Transmeta Awarded Another Patent

Abstract (very) for the lazy folks by Wah · 1999-09-28 04:15 · Score: 3

Apparatus for use in a processing system having a host processor capable of executing a first instruction set to assist in running instructions of a different instruction set which is translated to the first instruction set by the host processor including circuitry for temporarily storing memory stores generated until a determination that a sequence of translated instructions will execute without exception or error on the host processor, circuitry for permanently storing memory stores temporarily stored when a determination is made that a sequence of translated instructions will execute without exception or error on the host
processor, and circuitry for eliminating memory stores temporarily stored when a determination is made that a sequence of translated instructions will generate an exception or error on the host processor.

hmmm???

--
+&x

A few other things by Stradivarius · 1999-09-28 12:43 · Score: 5

OK, these are just a few other bits of interest I picked out of the patent:

In a preferred embodiment of the invention, the morph host is a very long instruction word (VLIW) processor which is designed with a plurality of processing channels.

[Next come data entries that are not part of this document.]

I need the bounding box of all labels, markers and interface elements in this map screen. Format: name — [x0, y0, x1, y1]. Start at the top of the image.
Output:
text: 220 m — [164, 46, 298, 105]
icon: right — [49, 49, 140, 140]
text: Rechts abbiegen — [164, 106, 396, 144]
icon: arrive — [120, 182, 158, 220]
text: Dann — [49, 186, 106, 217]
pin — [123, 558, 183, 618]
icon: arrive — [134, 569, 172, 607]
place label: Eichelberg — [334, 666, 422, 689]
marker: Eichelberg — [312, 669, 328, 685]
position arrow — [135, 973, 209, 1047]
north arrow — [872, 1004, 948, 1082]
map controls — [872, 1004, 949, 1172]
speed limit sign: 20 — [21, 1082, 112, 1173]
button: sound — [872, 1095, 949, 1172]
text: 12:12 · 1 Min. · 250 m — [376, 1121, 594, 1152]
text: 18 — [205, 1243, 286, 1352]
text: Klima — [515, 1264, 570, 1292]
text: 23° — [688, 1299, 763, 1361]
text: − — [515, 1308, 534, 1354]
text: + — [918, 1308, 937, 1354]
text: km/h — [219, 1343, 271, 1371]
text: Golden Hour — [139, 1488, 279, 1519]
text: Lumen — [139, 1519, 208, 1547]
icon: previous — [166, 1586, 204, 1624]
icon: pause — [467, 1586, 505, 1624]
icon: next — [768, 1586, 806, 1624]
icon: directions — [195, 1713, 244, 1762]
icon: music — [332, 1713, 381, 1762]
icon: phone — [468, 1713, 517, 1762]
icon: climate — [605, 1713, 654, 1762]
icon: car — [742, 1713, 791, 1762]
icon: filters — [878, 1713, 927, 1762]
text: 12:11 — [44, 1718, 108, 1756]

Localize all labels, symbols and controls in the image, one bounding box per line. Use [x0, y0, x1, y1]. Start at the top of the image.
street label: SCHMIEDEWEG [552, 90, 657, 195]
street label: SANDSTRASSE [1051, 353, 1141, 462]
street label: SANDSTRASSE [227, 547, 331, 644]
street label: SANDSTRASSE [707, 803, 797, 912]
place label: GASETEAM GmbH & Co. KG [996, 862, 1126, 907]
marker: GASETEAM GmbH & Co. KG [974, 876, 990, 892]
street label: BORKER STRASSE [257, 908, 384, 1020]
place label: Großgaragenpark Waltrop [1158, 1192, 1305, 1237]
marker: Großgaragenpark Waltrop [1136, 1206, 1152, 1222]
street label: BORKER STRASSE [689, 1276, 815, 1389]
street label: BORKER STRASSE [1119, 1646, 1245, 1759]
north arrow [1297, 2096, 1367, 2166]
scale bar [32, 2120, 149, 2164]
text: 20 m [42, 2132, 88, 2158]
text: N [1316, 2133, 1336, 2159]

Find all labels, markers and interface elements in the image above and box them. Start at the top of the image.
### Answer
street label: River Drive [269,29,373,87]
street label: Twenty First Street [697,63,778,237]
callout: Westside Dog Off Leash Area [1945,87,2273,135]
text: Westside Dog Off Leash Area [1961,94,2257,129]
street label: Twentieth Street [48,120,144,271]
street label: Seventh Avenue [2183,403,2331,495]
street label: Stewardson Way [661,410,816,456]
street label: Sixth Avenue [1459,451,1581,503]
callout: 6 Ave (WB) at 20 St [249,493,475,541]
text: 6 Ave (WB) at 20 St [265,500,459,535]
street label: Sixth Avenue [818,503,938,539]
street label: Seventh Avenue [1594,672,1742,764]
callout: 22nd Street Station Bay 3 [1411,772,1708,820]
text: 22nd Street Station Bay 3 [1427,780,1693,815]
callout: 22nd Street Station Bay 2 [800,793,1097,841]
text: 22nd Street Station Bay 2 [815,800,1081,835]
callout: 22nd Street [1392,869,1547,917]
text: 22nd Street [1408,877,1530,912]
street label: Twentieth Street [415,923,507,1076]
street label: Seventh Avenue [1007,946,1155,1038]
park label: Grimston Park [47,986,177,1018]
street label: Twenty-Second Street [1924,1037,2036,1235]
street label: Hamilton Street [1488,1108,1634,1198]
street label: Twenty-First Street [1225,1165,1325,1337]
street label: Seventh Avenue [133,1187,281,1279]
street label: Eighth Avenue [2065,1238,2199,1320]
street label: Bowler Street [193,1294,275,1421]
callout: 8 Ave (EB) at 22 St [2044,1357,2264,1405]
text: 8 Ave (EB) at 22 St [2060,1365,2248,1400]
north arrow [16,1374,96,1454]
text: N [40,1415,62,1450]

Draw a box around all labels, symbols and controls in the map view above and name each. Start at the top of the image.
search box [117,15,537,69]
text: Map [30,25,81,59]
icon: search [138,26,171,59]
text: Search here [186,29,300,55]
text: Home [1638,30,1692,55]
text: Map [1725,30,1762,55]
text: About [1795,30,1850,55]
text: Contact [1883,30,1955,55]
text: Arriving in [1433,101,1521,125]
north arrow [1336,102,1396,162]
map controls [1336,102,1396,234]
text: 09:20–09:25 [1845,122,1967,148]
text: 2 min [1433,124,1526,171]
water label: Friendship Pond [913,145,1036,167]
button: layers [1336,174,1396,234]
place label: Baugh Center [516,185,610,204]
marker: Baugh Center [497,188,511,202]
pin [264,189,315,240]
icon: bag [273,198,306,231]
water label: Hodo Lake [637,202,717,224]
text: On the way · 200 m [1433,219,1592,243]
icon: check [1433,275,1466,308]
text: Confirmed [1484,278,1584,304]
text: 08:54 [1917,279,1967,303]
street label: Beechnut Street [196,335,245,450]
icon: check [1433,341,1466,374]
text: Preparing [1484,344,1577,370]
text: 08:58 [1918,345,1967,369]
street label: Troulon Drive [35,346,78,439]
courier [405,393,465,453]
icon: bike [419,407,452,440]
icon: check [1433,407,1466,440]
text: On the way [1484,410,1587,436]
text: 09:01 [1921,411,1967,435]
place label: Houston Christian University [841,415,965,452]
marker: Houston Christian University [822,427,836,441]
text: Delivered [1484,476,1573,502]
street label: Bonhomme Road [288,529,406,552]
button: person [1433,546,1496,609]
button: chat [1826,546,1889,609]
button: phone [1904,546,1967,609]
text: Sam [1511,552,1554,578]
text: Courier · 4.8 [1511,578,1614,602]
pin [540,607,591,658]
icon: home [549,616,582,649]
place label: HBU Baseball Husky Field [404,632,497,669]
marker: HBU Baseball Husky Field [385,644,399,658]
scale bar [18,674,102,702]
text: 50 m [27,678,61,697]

I'm not going to go into huge detail about VLIW machines (particularly since I don't know all that much about them :-). Suffice it to say that traditional VLIW CPUs fetch multiple instructions at once, and rely on the compiler to ensure that there are no dependencies between instructions in a fetch group (if the compiler can't find x number of independents, it will pad the holes with non-operations, or NOPs). Looking at Transmeta's patent, it appears that rather than a compiler doing this checking, their code-translation software will be doing it on the fly. RISC/CISC machines, on the other hand, typically do this checking in hardware. But Transmeta's reasoning seems to be that doing it in hardware adds complexity, hence lower clock rates, and also doesn't make multiple instruction sets very feasible.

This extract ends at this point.